Three of four Cade board members decided to endorse the 12 billion-real ($3.9 billion) deal, which will involve independent pricing monitoring and platform access to rivals in terms previously proposed by the companies to the agency.
Cristiane Alkmin, the case's rapporteur, had sought tougher restrictions beyond those the companies agreed to.
Ultimately, the plenary of Cade voted 4-0 to approve the deal, with the self-imposed restrictions. Shares of both companies surged.
In a widely expected move, BM&FBovespa's takeover of Cetip also received regulatory approval from the securities and exchange industry watchdog CVM on Wednesday, the body said in a statement.
The spike in shares was "mainly due to the approval of the deal with remedies that were not very onerous," said Tito Labarta, an analyst with Deutsche Bank Securities in New York.
The deal will give BM&FBovespa control of Cetip, Latin America's largest securities clearinghouse, with almost full control of Brazil's market for registration and custody of local fixed-income instruments and over-the-counter derivatives.
The companies said in a joint statement that Gilson Finkelsztain, chief executive officer at Cetip before the merger, would take over as CEO of the new company from May 1.
Currently BM&FBovespa enjoys a near monopoly on all trading, clearing and settlement services for locally traded shares and bourse-traded derivatives. Trading transactions in Brazil are settled through a central counterparty clearinghouse, a complex and capital-intensive venture that for years has helped drive newcomers away from BM&FBovespa's turf.
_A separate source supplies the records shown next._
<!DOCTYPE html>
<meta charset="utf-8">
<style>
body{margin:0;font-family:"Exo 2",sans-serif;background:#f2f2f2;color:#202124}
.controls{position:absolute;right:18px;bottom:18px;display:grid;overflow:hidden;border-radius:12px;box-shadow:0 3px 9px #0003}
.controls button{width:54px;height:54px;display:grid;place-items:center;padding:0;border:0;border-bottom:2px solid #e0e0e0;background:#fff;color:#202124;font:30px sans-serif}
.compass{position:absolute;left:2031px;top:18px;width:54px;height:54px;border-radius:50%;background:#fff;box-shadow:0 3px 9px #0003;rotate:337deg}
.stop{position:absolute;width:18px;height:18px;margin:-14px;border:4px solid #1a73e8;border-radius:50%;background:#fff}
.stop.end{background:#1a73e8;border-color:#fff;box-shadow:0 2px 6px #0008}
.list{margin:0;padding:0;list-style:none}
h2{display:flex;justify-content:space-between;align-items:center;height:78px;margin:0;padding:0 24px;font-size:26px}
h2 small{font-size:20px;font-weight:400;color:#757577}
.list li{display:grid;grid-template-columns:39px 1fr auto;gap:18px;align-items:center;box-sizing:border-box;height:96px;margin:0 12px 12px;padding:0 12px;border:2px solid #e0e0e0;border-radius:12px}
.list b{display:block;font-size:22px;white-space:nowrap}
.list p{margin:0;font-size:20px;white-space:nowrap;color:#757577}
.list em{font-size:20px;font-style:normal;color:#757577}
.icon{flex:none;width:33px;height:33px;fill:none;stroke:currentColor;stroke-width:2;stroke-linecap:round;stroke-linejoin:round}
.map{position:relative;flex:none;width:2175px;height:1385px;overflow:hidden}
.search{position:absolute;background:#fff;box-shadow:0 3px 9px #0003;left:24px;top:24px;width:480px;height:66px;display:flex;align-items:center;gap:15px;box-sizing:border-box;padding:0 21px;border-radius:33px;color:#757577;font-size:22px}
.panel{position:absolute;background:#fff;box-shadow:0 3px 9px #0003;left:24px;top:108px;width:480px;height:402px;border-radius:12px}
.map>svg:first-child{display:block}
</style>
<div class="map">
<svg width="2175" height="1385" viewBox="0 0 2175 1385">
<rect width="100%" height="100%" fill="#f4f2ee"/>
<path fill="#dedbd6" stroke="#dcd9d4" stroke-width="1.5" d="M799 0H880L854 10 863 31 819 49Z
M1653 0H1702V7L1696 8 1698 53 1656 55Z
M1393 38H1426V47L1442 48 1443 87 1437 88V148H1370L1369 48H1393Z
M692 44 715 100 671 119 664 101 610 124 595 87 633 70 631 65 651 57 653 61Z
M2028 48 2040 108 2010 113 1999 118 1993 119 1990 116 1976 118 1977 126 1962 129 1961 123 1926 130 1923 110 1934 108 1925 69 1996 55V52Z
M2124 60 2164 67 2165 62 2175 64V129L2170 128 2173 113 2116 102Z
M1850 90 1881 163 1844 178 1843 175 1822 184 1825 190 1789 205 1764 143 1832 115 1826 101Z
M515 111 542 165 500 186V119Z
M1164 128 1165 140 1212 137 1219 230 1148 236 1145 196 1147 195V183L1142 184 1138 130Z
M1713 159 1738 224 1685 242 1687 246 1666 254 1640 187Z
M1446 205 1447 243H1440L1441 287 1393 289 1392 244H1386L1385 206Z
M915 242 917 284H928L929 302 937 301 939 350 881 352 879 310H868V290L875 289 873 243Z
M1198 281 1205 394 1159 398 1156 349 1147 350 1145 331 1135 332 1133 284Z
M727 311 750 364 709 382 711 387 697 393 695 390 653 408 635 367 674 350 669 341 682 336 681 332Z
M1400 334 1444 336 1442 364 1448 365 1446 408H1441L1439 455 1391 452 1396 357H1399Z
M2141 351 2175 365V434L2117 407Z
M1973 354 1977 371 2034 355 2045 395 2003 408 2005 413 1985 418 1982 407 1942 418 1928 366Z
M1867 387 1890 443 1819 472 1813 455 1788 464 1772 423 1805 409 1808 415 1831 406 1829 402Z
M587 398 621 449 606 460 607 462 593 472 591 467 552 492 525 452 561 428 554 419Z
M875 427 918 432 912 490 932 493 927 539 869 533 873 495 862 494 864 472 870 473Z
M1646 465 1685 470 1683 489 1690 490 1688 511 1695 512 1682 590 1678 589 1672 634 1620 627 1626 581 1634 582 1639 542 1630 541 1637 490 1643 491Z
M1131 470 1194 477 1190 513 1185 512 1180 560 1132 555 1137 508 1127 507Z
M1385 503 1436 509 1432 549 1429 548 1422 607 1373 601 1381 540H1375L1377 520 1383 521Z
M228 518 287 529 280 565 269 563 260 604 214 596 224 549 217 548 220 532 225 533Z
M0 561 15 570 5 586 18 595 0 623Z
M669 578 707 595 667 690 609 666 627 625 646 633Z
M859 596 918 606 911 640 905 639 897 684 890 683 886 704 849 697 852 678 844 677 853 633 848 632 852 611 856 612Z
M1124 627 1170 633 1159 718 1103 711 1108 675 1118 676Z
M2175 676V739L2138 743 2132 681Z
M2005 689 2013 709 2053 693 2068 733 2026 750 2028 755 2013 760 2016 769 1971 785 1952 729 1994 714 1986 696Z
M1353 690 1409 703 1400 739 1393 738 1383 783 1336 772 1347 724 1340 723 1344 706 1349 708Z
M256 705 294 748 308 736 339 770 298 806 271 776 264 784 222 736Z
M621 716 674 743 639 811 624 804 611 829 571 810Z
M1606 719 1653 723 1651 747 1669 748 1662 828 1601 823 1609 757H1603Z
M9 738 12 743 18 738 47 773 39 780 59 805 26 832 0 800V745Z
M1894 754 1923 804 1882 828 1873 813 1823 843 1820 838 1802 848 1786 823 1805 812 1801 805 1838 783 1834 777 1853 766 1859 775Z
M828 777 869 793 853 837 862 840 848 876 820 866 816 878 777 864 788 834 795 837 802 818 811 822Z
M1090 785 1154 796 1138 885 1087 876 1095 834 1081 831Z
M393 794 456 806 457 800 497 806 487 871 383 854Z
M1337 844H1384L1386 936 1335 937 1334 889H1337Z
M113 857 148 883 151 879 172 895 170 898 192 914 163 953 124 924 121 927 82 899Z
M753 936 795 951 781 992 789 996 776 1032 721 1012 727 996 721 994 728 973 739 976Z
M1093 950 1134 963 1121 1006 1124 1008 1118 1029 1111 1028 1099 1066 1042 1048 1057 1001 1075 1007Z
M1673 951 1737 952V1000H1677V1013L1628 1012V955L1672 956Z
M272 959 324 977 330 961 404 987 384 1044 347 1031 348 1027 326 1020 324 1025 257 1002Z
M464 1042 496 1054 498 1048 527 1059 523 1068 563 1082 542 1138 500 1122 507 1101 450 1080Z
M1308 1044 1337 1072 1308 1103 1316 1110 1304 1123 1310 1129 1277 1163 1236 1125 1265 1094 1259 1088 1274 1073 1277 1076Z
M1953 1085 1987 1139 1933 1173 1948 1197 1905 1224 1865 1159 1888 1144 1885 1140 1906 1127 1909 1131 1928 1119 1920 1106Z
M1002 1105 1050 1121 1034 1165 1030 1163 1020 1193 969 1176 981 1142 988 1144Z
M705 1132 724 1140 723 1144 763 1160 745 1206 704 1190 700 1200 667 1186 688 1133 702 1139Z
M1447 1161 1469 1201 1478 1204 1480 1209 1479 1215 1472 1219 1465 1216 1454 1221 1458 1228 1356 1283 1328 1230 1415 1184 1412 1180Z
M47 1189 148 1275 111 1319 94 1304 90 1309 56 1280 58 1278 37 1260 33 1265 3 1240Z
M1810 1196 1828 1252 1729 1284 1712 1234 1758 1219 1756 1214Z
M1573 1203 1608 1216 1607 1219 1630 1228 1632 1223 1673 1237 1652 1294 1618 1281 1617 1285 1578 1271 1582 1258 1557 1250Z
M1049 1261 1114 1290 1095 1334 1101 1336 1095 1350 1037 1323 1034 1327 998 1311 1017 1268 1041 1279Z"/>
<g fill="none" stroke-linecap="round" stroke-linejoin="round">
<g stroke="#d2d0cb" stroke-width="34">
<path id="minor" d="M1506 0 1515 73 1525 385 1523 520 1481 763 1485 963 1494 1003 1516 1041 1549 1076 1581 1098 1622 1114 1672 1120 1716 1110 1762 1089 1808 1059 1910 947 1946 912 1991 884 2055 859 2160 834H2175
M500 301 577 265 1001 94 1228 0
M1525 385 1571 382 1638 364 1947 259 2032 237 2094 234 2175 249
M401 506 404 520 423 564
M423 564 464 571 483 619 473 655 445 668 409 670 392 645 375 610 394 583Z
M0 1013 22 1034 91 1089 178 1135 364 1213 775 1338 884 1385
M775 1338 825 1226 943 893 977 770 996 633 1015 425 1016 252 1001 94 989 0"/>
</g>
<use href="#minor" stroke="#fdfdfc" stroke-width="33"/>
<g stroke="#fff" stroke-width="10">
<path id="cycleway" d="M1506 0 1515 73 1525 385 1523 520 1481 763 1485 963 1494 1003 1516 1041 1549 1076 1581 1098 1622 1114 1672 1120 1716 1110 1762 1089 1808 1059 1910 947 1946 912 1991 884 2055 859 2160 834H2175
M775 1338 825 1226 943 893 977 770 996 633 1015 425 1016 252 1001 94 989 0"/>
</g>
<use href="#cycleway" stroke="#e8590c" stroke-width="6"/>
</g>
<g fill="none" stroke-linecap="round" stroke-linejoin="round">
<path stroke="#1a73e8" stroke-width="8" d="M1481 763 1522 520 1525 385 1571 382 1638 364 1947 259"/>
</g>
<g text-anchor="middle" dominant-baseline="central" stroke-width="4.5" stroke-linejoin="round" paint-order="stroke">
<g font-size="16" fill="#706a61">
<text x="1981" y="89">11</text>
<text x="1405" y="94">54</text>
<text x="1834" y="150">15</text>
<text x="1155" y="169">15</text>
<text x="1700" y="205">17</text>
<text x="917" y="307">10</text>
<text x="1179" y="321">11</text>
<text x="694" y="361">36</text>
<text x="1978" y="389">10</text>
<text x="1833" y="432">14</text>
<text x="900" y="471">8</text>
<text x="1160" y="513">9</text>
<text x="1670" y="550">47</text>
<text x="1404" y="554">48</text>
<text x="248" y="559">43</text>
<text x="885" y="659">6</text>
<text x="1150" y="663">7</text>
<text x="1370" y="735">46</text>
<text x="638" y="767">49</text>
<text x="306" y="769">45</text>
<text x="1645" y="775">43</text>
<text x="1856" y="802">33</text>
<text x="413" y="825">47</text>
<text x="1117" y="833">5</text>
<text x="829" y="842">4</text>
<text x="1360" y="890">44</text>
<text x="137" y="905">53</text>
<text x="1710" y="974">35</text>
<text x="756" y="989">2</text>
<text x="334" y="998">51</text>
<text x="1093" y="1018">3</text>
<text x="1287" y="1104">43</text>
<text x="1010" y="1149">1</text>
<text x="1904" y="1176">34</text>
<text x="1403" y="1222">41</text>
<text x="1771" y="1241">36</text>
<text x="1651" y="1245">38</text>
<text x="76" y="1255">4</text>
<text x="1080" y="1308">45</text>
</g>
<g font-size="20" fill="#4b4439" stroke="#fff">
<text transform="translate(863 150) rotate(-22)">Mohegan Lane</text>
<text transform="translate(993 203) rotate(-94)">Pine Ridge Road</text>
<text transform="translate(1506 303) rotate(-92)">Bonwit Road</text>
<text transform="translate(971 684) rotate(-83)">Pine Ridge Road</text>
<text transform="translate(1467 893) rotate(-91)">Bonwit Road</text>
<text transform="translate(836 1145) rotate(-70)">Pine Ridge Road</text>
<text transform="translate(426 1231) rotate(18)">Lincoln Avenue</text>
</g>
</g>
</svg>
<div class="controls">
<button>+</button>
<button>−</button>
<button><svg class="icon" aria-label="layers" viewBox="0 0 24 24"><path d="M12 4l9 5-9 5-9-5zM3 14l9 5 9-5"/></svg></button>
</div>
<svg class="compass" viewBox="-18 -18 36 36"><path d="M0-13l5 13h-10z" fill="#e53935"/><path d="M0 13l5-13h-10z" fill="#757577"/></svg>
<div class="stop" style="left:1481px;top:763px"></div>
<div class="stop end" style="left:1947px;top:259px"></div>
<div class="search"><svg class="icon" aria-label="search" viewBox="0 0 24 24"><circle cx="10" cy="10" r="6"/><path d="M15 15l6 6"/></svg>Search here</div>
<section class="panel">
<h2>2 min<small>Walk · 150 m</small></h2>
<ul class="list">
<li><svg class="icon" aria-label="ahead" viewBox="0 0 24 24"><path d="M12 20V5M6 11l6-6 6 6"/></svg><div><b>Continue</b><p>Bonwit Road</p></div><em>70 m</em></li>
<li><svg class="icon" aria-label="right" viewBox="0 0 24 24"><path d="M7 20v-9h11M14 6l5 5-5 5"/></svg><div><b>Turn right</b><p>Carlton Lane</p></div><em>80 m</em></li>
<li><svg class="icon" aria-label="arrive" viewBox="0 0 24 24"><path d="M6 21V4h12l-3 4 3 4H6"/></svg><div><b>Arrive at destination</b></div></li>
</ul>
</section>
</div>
The so-called concentration control accord that BM&FBovespa presented to Cade agreed to create a committee to monitor pricing on some products and analyze requests from potential market newcomers to pay for the use of clearing and payment settlement platforms within the next 120 days.
Terms of self-imposed remedies will remain in place for five years.
Shares of BM&FBovespa closed 3.1 percent higher at 18.94 reais, after jumping as much as 7.1 percent during the session. Cetip's stock added 1.4 percent to 48.30 reais.
BM&FBovespa announced the deal in April, following repeated attempts to buy Cetip. The transaction would create the largest market structure player in Latin America, with stakes in Mexican, Colombian, Peruvian and Chilean counterparts.